TASK ITEM: Return the run of lines below that opens with the line containing "M635,341L645,349L578,433L568,425Z" and closes with the line containing "M755,430L768,429L778,438", keeping each one exact.

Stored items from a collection
Start of Block

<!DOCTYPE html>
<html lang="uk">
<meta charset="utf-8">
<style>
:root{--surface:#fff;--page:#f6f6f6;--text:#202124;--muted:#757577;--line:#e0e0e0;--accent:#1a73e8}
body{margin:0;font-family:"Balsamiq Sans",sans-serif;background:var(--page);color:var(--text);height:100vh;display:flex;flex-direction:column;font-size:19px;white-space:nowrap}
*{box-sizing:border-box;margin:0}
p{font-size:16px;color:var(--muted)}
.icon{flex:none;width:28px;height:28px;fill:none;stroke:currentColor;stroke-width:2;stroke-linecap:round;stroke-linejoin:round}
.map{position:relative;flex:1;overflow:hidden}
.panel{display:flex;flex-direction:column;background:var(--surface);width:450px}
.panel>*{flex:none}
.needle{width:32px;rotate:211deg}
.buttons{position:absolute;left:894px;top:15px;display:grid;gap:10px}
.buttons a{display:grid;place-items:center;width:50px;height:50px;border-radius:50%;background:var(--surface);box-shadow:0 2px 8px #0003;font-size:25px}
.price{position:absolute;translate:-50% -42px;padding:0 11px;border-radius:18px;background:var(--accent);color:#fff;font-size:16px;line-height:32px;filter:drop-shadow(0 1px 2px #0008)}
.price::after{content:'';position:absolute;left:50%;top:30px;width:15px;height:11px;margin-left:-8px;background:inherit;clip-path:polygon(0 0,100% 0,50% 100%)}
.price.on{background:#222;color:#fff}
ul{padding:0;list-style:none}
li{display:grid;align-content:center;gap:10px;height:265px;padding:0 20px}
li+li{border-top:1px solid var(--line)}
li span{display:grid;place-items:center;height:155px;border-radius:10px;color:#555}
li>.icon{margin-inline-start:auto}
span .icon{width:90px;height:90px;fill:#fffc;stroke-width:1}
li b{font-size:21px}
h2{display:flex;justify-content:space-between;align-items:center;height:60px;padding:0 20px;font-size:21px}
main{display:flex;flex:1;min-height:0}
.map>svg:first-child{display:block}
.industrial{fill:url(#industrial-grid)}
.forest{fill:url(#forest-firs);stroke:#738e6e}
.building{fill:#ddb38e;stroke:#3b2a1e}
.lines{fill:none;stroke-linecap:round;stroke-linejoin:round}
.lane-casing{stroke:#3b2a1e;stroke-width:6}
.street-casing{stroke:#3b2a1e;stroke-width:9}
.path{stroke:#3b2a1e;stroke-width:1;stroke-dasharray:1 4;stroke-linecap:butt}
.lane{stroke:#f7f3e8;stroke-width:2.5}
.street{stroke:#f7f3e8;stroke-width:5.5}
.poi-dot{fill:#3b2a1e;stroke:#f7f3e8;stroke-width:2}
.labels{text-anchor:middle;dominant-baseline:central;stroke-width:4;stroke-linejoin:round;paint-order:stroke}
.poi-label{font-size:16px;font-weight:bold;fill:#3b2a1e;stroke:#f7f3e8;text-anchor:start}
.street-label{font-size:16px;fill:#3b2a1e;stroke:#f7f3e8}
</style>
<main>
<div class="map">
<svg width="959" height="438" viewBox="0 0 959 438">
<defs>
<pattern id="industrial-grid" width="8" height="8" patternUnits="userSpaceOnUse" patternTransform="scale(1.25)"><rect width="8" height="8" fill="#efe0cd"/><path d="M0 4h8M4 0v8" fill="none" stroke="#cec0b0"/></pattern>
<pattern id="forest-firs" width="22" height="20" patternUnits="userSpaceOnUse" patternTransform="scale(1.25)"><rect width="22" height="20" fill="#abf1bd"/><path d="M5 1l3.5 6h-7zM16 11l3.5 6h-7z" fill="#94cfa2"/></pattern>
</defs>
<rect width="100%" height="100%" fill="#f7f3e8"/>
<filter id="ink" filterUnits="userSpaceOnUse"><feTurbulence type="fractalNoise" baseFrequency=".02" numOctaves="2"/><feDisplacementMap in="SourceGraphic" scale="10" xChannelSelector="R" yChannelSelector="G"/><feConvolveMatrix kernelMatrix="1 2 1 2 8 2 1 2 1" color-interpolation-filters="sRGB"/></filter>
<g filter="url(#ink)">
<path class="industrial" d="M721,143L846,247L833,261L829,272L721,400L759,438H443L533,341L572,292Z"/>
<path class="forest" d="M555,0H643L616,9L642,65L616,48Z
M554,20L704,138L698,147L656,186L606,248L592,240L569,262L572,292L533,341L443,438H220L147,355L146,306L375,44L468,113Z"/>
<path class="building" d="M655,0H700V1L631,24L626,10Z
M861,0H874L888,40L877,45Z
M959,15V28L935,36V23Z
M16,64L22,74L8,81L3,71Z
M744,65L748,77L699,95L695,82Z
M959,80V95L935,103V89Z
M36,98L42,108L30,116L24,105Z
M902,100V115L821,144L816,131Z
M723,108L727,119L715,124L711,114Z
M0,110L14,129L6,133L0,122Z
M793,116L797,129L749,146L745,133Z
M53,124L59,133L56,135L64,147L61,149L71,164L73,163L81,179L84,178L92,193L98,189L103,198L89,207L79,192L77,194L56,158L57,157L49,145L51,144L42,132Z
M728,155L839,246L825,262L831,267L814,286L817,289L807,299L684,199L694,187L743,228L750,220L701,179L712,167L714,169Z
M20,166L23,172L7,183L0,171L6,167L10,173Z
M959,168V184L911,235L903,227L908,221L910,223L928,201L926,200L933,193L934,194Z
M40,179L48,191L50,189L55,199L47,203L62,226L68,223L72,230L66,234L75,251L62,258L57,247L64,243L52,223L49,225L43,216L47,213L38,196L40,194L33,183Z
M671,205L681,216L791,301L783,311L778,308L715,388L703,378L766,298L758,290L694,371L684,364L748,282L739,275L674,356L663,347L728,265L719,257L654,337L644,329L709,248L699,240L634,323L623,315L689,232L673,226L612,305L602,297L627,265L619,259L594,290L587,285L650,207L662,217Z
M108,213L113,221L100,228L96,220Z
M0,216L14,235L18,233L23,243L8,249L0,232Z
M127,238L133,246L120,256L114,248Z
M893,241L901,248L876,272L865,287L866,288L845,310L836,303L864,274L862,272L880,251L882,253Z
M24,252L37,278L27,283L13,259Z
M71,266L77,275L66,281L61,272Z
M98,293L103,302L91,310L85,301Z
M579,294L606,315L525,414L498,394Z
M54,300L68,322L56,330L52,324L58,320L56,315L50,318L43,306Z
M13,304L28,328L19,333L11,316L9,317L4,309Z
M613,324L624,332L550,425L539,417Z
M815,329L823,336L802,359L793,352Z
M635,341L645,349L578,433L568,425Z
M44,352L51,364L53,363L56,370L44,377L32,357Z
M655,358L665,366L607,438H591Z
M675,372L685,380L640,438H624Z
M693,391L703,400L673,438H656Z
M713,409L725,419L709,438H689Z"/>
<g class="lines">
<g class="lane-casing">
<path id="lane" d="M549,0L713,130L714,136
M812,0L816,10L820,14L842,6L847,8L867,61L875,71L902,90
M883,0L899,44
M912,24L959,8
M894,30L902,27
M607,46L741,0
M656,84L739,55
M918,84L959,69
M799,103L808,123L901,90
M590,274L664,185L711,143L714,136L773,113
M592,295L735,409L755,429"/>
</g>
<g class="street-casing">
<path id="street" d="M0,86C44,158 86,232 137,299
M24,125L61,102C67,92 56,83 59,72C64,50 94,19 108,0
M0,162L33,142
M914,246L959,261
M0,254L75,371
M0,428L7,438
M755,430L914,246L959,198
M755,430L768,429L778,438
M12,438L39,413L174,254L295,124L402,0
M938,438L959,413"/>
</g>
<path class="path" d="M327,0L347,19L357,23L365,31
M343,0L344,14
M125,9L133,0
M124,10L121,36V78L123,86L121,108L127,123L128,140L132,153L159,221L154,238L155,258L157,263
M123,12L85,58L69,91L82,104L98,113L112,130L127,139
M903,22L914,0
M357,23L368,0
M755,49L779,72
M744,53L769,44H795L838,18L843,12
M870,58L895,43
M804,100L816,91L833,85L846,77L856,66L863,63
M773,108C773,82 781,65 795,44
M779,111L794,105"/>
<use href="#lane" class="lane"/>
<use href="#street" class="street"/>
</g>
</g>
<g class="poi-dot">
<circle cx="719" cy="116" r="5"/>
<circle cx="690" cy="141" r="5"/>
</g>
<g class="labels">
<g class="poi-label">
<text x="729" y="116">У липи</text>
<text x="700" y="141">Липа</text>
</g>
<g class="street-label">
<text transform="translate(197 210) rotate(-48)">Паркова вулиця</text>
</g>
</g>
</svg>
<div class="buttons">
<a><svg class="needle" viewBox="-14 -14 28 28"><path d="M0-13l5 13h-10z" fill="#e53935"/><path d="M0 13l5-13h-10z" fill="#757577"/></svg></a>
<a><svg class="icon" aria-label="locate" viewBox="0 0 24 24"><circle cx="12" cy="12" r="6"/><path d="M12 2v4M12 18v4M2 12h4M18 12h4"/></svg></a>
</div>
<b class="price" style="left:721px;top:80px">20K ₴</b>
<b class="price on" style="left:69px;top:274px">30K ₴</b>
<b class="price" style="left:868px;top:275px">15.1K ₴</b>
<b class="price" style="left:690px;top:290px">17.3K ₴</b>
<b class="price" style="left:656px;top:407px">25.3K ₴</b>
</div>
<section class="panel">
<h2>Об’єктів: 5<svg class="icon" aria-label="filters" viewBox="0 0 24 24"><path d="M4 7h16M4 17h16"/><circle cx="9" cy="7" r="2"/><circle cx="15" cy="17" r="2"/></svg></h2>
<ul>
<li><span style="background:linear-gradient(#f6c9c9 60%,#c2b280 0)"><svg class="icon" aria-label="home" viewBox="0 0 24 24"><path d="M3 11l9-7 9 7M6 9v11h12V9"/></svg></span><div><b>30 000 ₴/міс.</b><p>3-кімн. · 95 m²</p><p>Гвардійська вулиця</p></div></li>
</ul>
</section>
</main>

End of Block

YOUR SOLUTION:
M635,341L645,349L578,433L568,425Z
M44,352L51,364L53,363L56,370L44,377L32,357Z
M655,358L665,366L607,438H591Z
M675,372L685,380L640,438H624Z
M693,391L703,400L673,438H656Z
M713,409L725,419L709,438H689Z"/>
<g class="lines">
<g class="lane-casing">
<path id="lane" d="M549,0L713,130L714,136
M812,0L816,10L820,14L842,6L847,8L867,61L875,71L902,90
M883,0L899,44
M912,24L959,8
M894,30L902,27
M607,46L741,0
M656,84L739,55
M918,84L959,69
M799,103L808,123L901,90
M590,274L664,185L711,143L714,136L773,113
M592,295L735,409L755,429"/>
</g>
<g class="street-casing">
<path id="street" d="M0,86C44,158 86,232 137,299
M24,125L61,102C67,92 56,83 59,72C64,50 94,19 108,0
M0,162L33,142
M914,246L959,261
M0,254L75,371
M0,428L7,438
M755,430L914,246L959,198
M755,430L768,429L778,438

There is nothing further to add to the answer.